When Douglass asked what the Fourth of July meant to a slave, he leaned on the important issue of perspective in our observance. The irony of an enslaved person hearing their owners and taskmasters celebrating independence is thick. It is part of the enduring power of sin that those who are set free easily become oppressors. It was a temptation that God addressed repeatedly when the People of Israel were entering the Promised Land. In the words that will be part of our focus for the month of July, God says, “Hear, O Israel: The LORD is our God, the LORD alone. You shall love the LORD your God with all your heart and with all your soul and with all your might” (Deut. 6:4-5). Then God commands the people to bind those words on their hearts and their heads – making it both part of their thinking and their feeling. Then, comes this warning: “When the LORD your God has brought you into the land that he swore to your ancestors … and when you have eaten your fill, take care that you do not forget the LORD, who brought you out of the land of Egypt, out of the house of slavery.” For the next four chapters, God recounts the ways that God had been faithful in bringing the people through the wilderness to the good land, and how they had repeatedly put God to the test. Now, the challenge would not be their scarcity and fear, but their abundance and forgetfulness.
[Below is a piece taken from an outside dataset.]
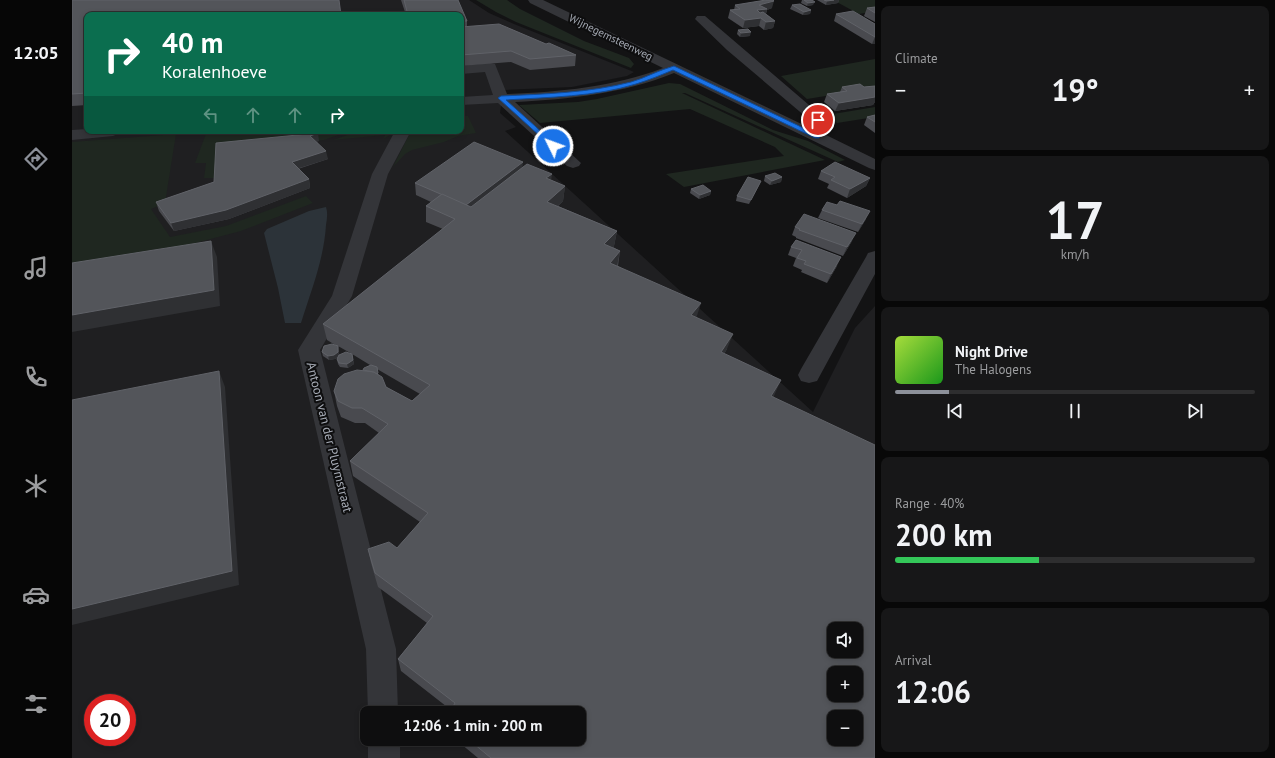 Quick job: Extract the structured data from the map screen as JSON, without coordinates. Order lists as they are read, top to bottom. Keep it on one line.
{"streets":{"street":["Wijnegemsteenweg","Antoon van der Pluymstraat"]},"page":{"tabs":"12:05","tile":["Climate",["17","km/h"],["Range · 40%","200 km"],["Arrival","12:06"]],"turn":["40 m","Koralenhoeve"],"heat":["−","19°","+"],"song":["Night Drive","The Halogens"],"map_buttons":["+","−"],"limit":"20","trip":"12:06 · 1 min · 200 m"}}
“Remembering” is not just a sweet feeling in the heart. It has ethical teeth, such as when God says, “You shall also love the alien, for you were aliens in the land of Egypt” (Deut. 10:19). God was not being a wet blanket, but was urging them to see their prosperity as “blessings” – gifts to be received with thanks and shared with joy.
So, to paraphrase Mr. Douglass, “What to the Christian is the Fourth of July?” It is certainly a cause for celebration. It is a time to be thankful that we have freedom of expression and can practice faith without restraints from the state or an “official” religious body. It is a time when we can look around us and see the diversity of cultures, languages, histories, and journeys that gather in the US as a bouquet of beauty. There is much to celebrate. But there is much to remember.
We remember the displacement and massacre of Native Americans, sanctioned in part by the “Doctrine of Discovery,” whereby the church blessed taking land, forcing migrations, coercing conversions, and sanctioning executions. We remember how, in 1619, the first African slave ships came to Comfort Point, off the coast of my hometown of Hampton, VA, starting a three-centuries-long practice of slavery that was supported by the “founding fathers” and given license by the church. We remember the “Trail of Tears.” We remember the appropriation of lands that were once considered part of Mexico and are now the hotspots of immigration enforcement. We remember the era of Jim Crow laws that tried to institutionalize separation based on racial identity. We remember segregated schools, water fountains, and the lynching tree. We remember the exploitation and oppression of Chinese railroad workers. We remember Japanese internment camps. We remember exceptions to workplace and minimum wage standards when applied to farmworkers. We remember the Tulsa massacre. We remember Stonewall Inn and The Pulse Nightclub shootings. We remember neo-Nazis marching in Charlottesville and repeated school shootings. We remember George Floyd and the cloud of witnesses victimized for being black. Rather than trying to erase these hard truths about the American story, we should teach them to our children, bind them on our head and heart, to remember in hopes of achieving “Never again.”
What, to the Christian, is the Fourth of July? Unlike the triumphalistic “will to power” that is espoused by so many Christian Nationalists, this weekend calls us to two things. It is a time to celebrate what is good and noble; and to remember what is difficult but still true about our nation’s brief history. Remembering our ambiguous history is the key to living into a future of doing justice, loving kindness, and walking humbly before our God.